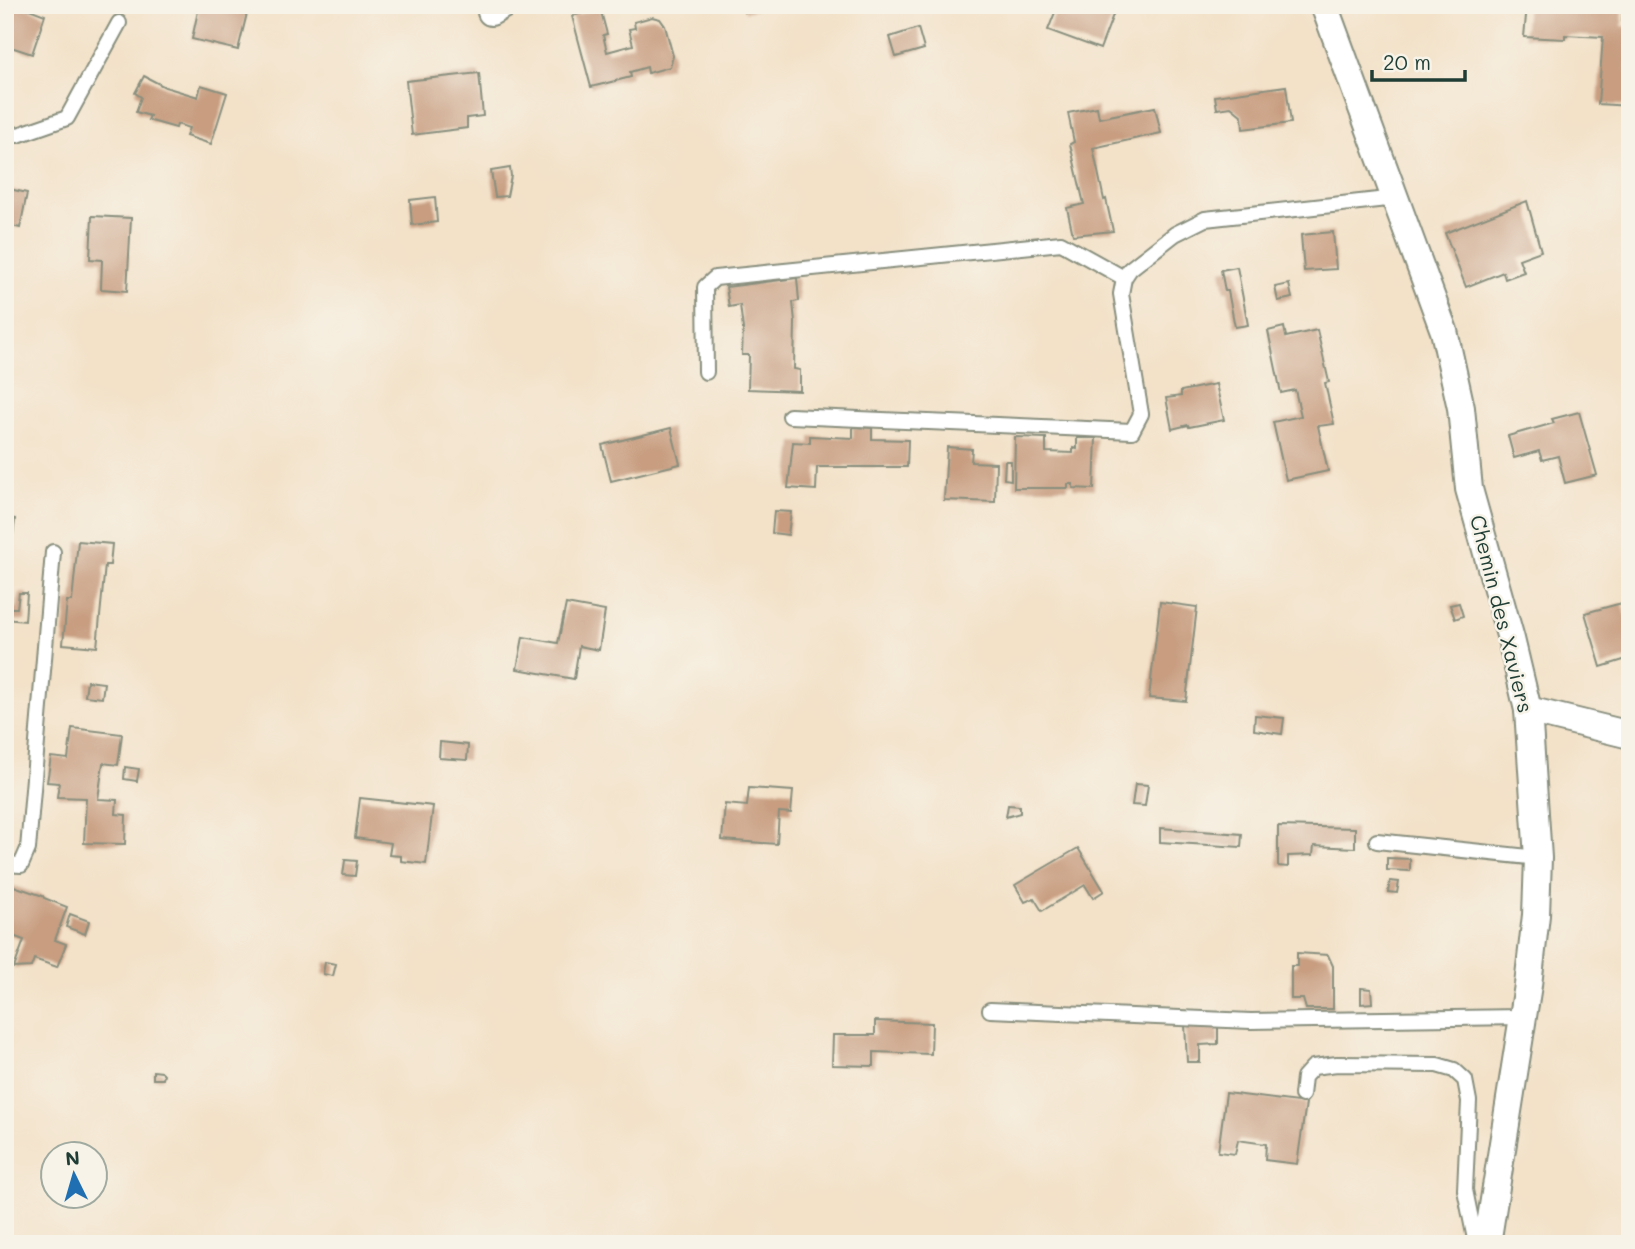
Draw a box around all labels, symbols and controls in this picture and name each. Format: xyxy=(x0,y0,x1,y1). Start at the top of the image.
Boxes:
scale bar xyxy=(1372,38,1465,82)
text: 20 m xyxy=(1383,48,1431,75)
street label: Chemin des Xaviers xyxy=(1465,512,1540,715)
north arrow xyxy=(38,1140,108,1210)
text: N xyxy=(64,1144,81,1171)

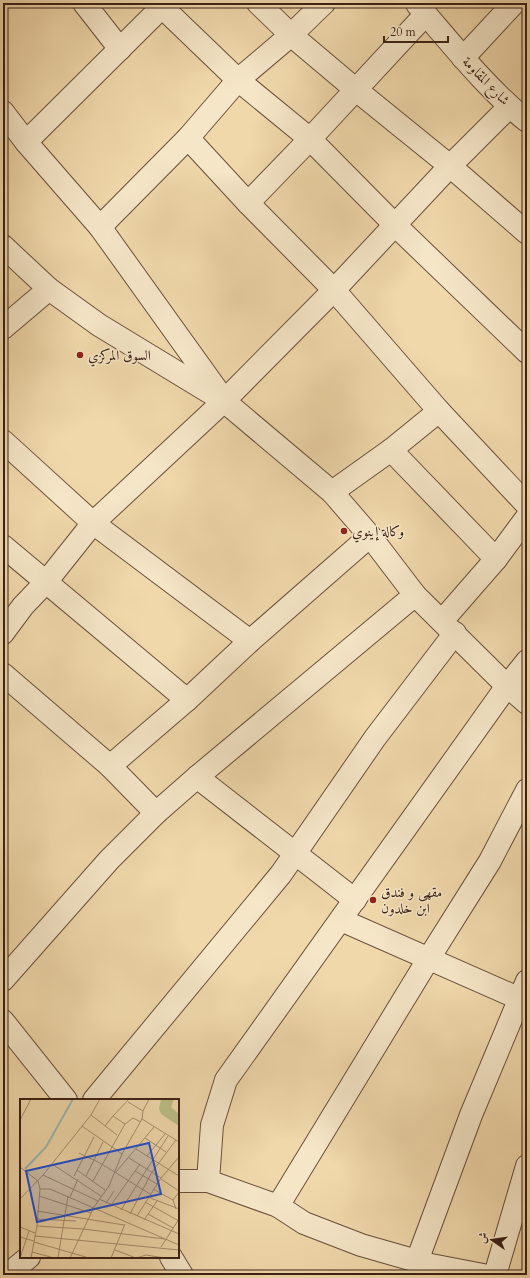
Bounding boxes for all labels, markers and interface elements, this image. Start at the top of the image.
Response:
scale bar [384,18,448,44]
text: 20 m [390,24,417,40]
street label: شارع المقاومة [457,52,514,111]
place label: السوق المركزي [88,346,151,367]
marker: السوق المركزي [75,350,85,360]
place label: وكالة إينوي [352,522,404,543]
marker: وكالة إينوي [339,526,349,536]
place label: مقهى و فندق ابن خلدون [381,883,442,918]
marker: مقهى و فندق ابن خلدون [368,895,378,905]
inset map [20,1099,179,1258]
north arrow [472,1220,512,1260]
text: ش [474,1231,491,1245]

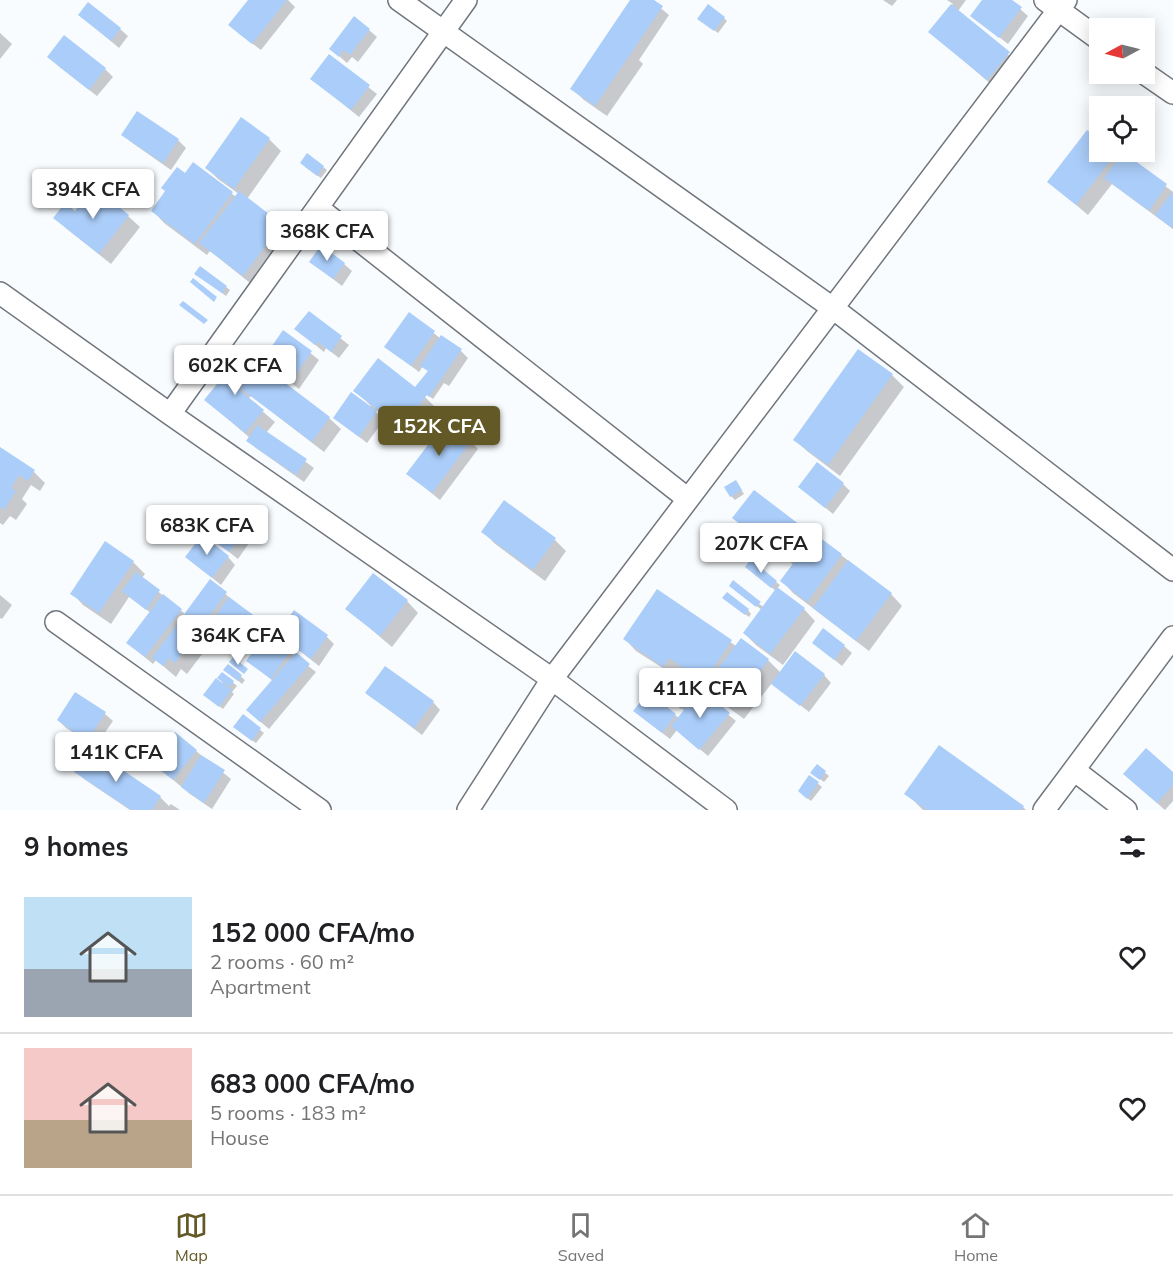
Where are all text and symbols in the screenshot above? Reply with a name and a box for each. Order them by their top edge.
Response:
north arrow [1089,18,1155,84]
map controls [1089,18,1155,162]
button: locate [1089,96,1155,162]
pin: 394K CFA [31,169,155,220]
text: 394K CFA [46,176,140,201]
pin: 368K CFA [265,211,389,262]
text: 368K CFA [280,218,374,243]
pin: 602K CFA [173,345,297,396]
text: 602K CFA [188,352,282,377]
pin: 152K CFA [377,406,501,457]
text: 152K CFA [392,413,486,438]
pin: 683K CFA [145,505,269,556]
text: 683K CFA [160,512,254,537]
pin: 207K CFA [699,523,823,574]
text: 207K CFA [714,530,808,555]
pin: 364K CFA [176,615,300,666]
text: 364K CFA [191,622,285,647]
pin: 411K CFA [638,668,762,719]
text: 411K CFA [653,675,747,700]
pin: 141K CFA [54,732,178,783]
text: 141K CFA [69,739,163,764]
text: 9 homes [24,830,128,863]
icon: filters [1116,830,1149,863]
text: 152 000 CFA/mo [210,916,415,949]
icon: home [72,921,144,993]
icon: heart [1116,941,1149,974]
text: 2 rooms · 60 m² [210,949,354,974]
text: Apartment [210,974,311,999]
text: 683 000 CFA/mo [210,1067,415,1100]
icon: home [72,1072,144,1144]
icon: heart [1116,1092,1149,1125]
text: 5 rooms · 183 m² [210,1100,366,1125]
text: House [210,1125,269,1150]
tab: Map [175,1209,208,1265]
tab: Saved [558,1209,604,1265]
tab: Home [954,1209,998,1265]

• Task instructions: Before answering, find the line with "Where are all" in the records above; then reproduce exactly each line from the first through that line, leaving out pictures.

• Exercise result:
Draw a box around all labels, symbols and controls in this picture and name each. Format: xyxy=(x0,y0,x1,y1). Start at the top of the image.
Boxes:
scale bar xyxy=(1372,38,1465,82)
text: 20 m xyxy=(1383,48,1431,75)
street label: Chemin des Xaviers xyxy=(1465,512,1540,715)
north arrow xyxy=(38,1140,108,1210)
text: N xyxy=(64,1144,81,1171)

Bounding boxes for all labels, markers and interface elements, this image. Start at the top of the image.
Response:
scale bar [384,18,448,44]
text: 20 m [390,24,417,40]
street label: شارع المقاومة [457,52,514,111]
place label: السوق المركزي [88,346,151,367]
marker: السوق المركزي [75,350,85,360]
place label: وكالة إينوي [352,522,404,543]
marker: وكالة إينوي [339,526,349,536]
place label: مقهى و فندق ابن خلدون [381,883,442,918]
marker: مقهى و فندق ابن خلدون [368,895,378,905]
inset map [20,1099,179,1258]
north arrow [472,1220,512,1260]
text: ش [474,1231,491,1245]

Where are all text and symbols in the screenshot above? Reply with a name and a box for each. Order them by their top edge.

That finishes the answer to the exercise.